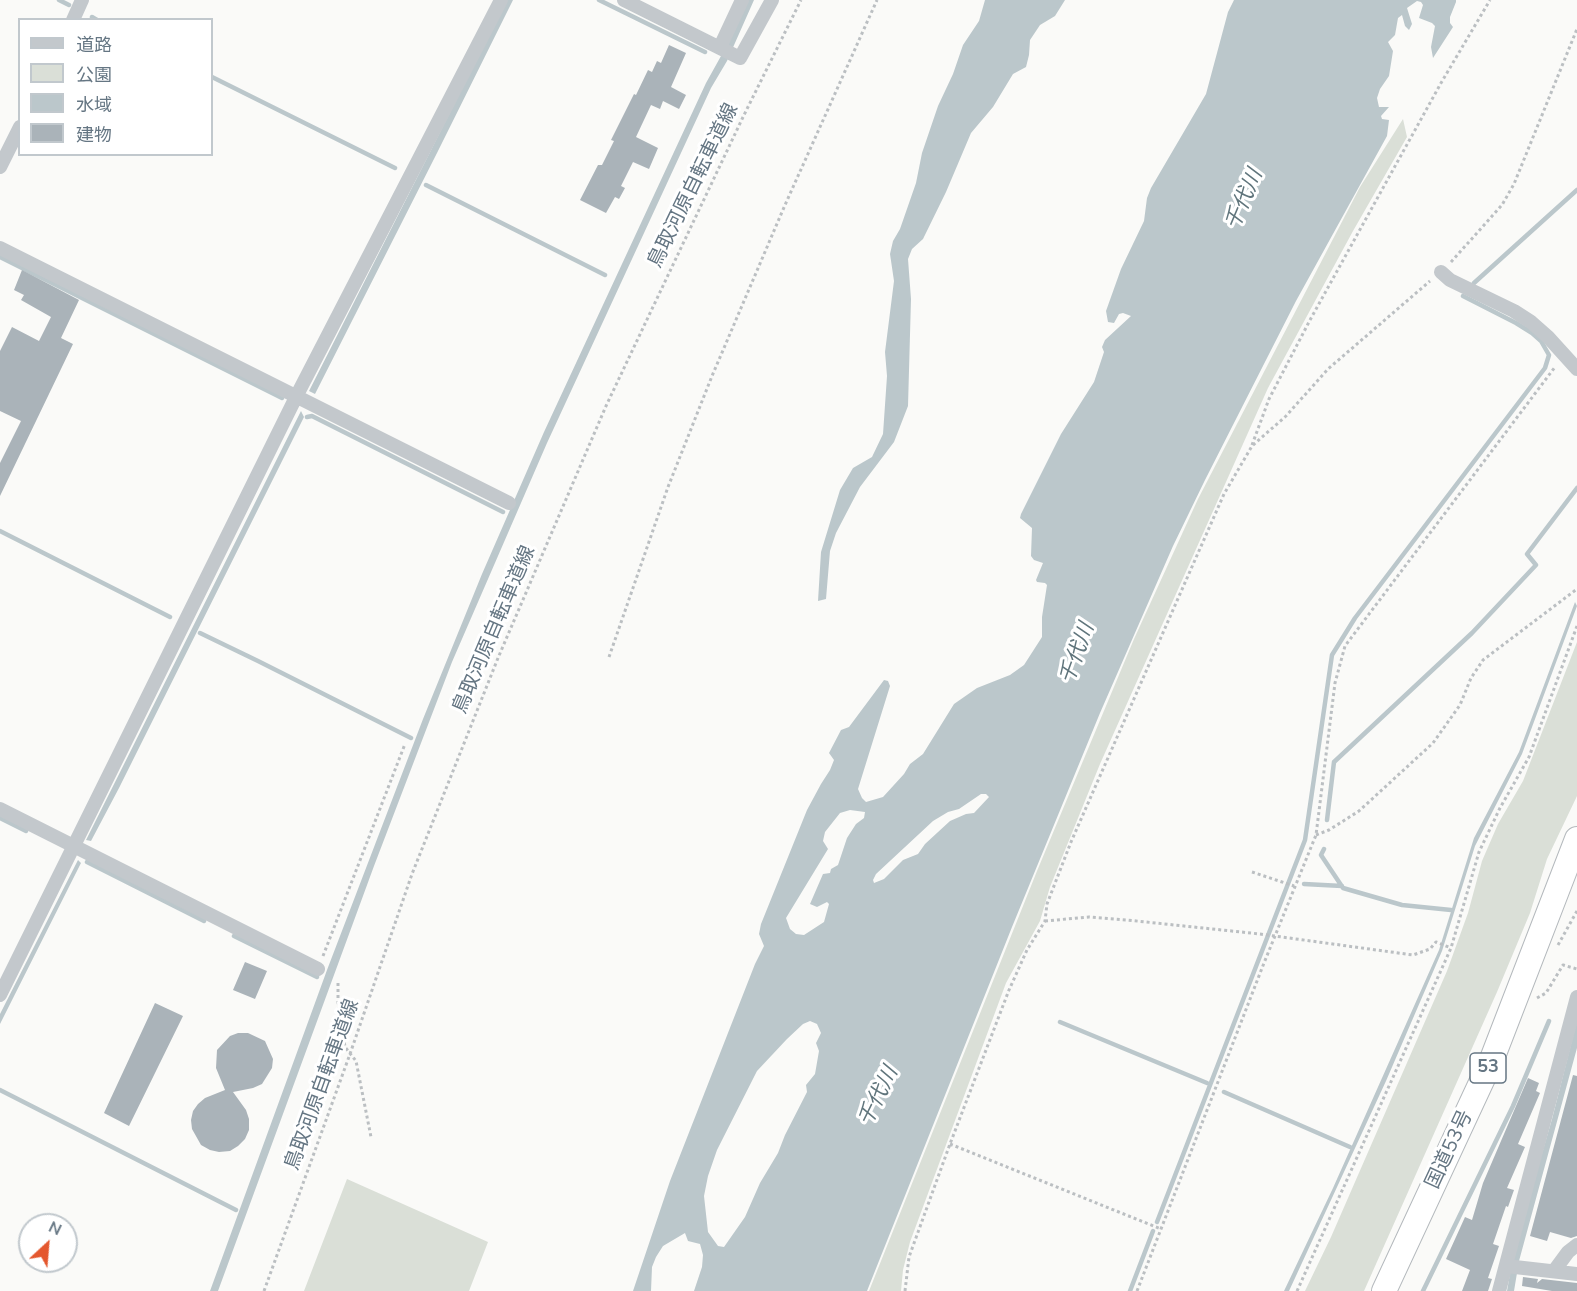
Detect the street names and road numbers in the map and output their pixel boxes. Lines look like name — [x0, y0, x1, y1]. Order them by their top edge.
street label: 鳥取河原自転車道線 — [644, 100, 744, 272]
street label: 鳥取河原自転車道線 — [449, 542, 541, 718]
street label: 鳥取河原自転車道線 — [281, 996, 365, 1174]
road number: 53 — [1470, 1053, 1506, 1083]
street label: 国道53号 — [1421, 1107, 1479, 1193]

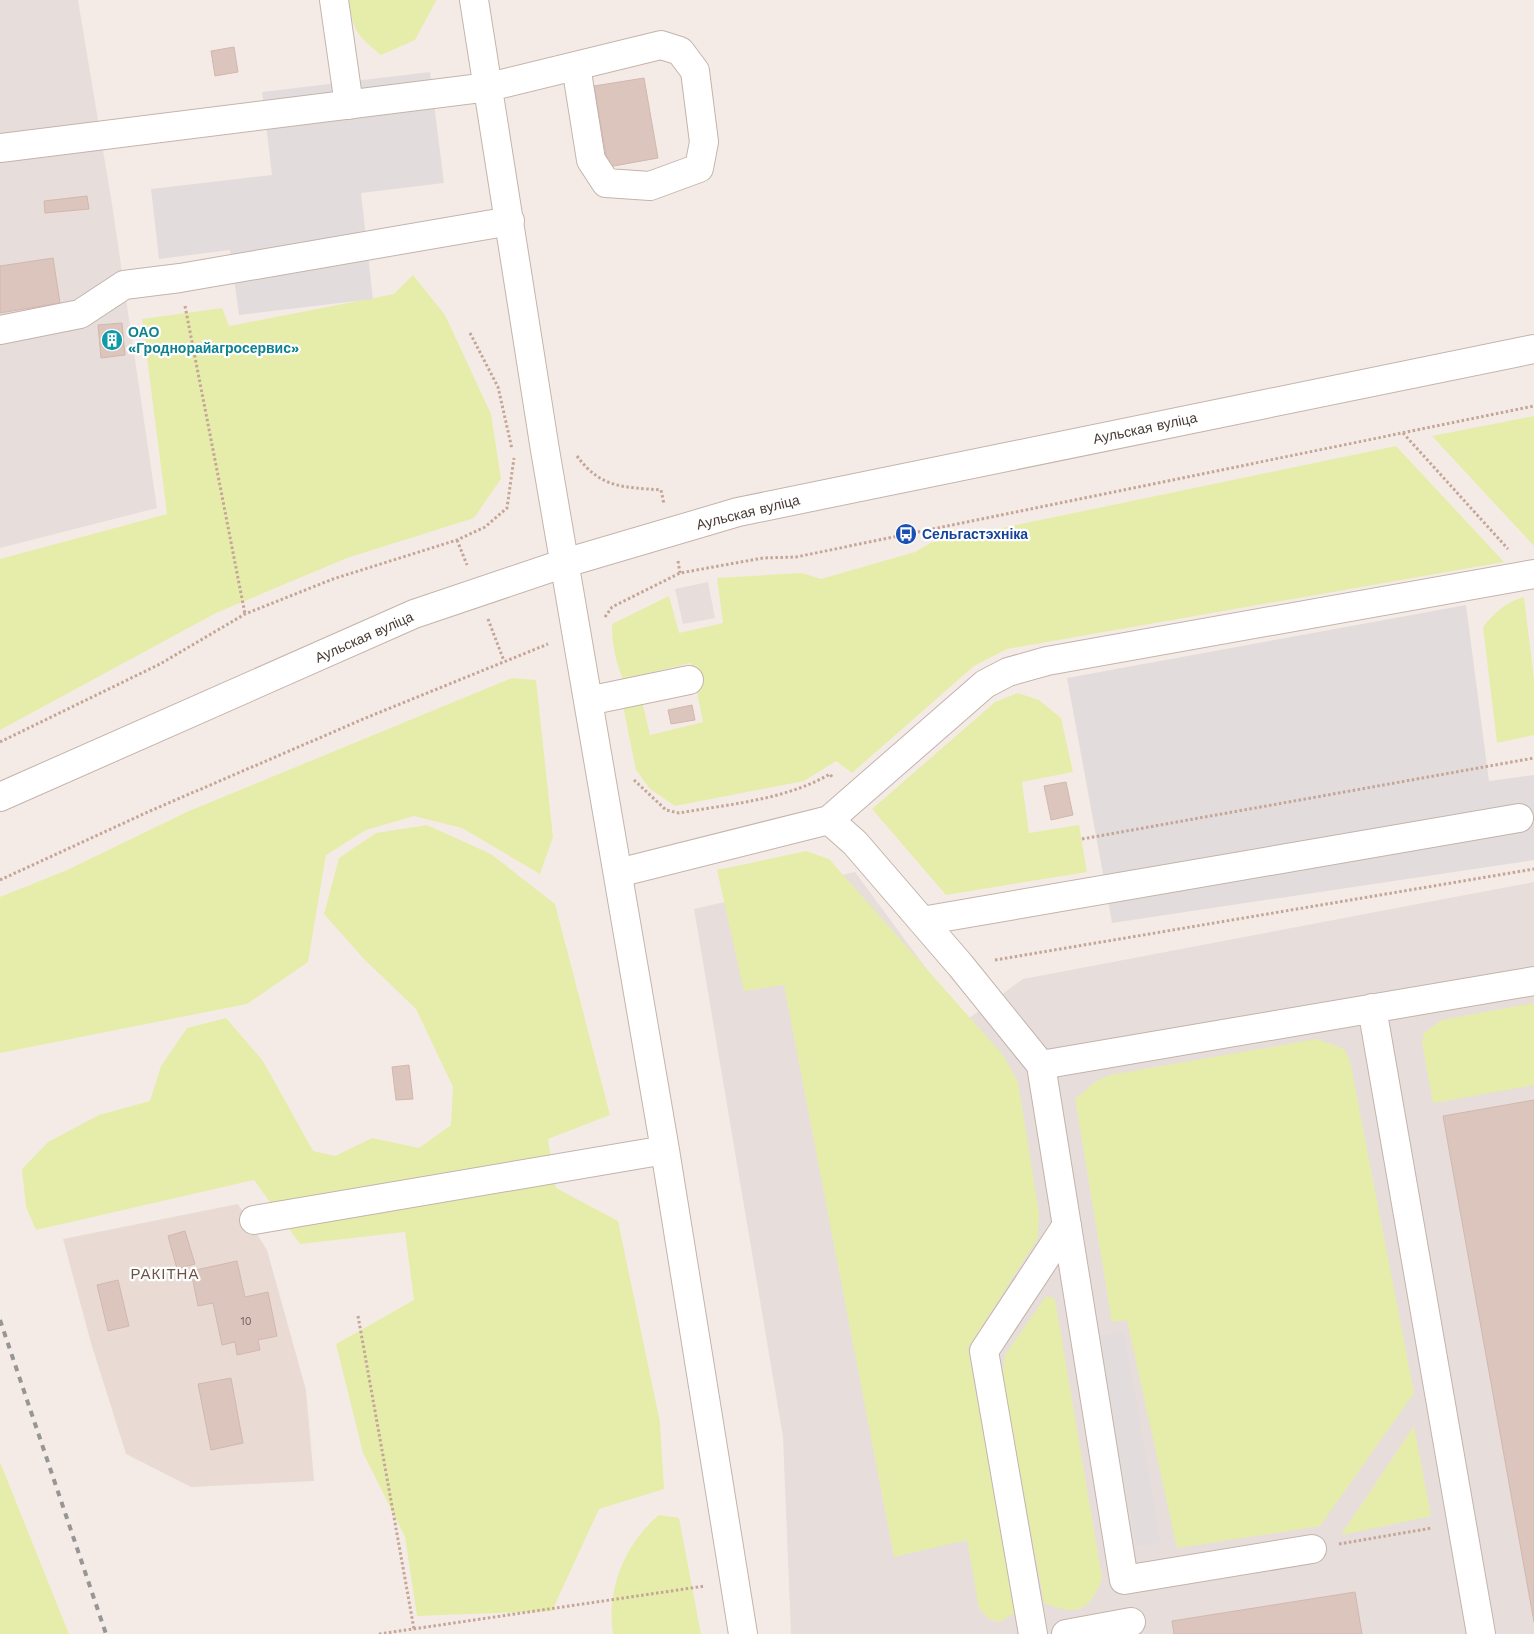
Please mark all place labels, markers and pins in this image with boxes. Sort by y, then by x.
place label: ОАО «Гроднорайагросервис» [128,324,299,356]
building icon: ОАО «Гроднорайагросервис» [100,328,124,352]
bus stop icon: Сельгастэхніка [894,522,918,546]
place label: Сельгастэхніка [922,526,1028,542]

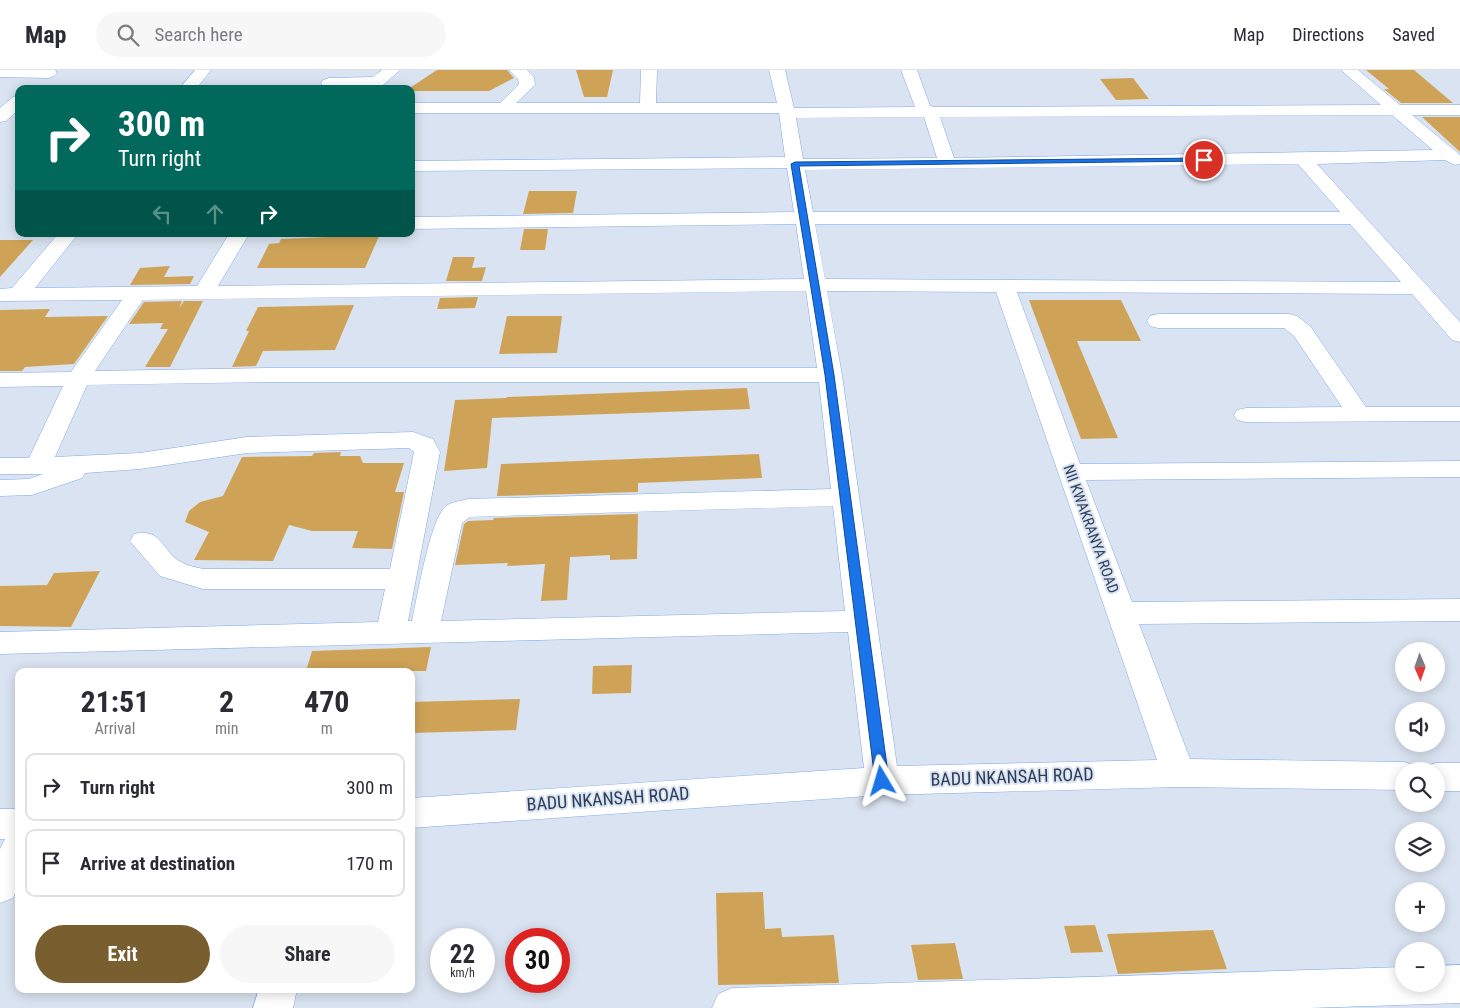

__EXERCISE DIRECTIONS__
Your copy must hold exactly the lines from the one with "Please mark all" to the end of the records above, both included, and no pictures.

__RESPONSE AREA__
Please mark all place labels, markers and pins in this image with boxes. Sort by y, then by x.
place label: ОАО «Гроднорайагросервис» [128,324,299,356]
building icon: ОАО «Гроднорайагросервис» [100,328,124,352]
bus stop icon: Сельгастэхніка [894,522,918,546]
place label: Сельгастэхніка [922,526,1028,542]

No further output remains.